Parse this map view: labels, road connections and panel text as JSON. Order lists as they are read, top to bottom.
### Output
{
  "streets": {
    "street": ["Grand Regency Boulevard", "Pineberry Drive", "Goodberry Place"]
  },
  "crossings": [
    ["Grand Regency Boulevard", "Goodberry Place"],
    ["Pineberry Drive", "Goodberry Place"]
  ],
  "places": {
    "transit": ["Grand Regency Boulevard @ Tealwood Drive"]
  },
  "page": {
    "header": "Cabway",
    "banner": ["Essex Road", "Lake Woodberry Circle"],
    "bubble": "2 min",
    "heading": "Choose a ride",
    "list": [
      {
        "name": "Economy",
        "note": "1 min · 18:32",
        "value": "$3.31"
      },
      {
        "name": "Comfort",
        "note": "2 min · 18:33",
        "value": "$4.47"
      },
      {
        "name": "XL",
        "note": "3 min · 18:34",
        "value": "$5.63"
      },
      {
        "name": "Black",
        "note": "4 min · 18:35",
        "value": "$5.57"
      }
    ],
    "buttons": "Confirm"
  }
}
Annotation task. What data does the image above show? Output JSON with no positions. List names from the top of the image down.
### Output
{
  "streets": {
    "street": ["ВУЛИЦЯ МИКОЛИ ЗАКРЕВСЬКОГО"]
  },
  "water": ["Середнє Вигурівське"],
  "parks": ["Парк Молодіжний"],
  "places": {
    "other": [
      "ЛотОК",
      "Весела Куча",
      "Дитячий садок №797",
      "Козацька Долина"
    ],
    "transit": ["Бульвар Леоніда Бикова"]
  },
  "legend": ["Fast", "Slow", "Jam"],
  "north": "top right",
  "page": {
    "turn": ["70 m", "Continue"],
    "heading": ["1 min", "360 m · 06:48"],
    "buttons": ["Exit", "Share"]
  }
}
----------
Every entry must be output again exactly as it was given.

Parse this map view: labels, road connections and panel text as JSON. Order lists as they are read, top to bottom.
### Output
{
  "streets": {
    "street": ["Grand Regency Boulevard", "Pineberry Drive", "Goodberry Place"]
  },
  "crossings": [
    ["Grand Regency Boulevard", "Goodberry Place"],
    ["Pineberry Drive", "Goodberry Place"]
  ],
  "places": {
    "transit": ["Grand Regency Boulevard @ Tealwood Drive"]
  },
  "page": {
    "header": "Cabway",
    "banner": ["Essex Road", "Lake Woodberry Circle"],
    "bubble": "2 min",
    "heading": "Choose a ride",
    "list": [
      {
        "name": "Economy",
        "note": "1 min · 18:32",
        "value": "$3.31"
      },
      {
        "name": "Comfort",
        "note": "2 min · 18:33",
        "value": "$4.47"
      },
      {
        "name": "XL",
        "note": "3 min · 18:34",
        "value": "$5.63"
      },
      {
        "name": "Black",
        "note": "4 min · 18:35",
        "value": "$5.57"
      }
    ],
    "buttons": "Confirm"
  }
}
Annotation task. What data does the image above show? Output JSON with no positions. List names from the top of the image down.
### Output
{
  "streets": {
    "street": ["ВУЛИЦЯ МИКОЛИ ЗАКРЕВСЬКОГО"]
  },
  "water": ["Середнє Вигурівське"],
  "parks": ["Парк Молодіжний"],
  "places": {
    "other": [
      "ЛотОК",
      "Весела Куча",
      "Дитячий садок №797",
      "Козацька Долина"
    ],
    "transit": ["Бульвар Леоніда Бикова"]
  },
  "legend": ["Fast", "Slow", "Jam"],
  "north": "top right",
  "page": {
    "turn": ["70 m", "Continue"],
    "heading": ["1 min", "360 m · 06:48"],
    "buttons": ["Exit", "Share"]
  }
}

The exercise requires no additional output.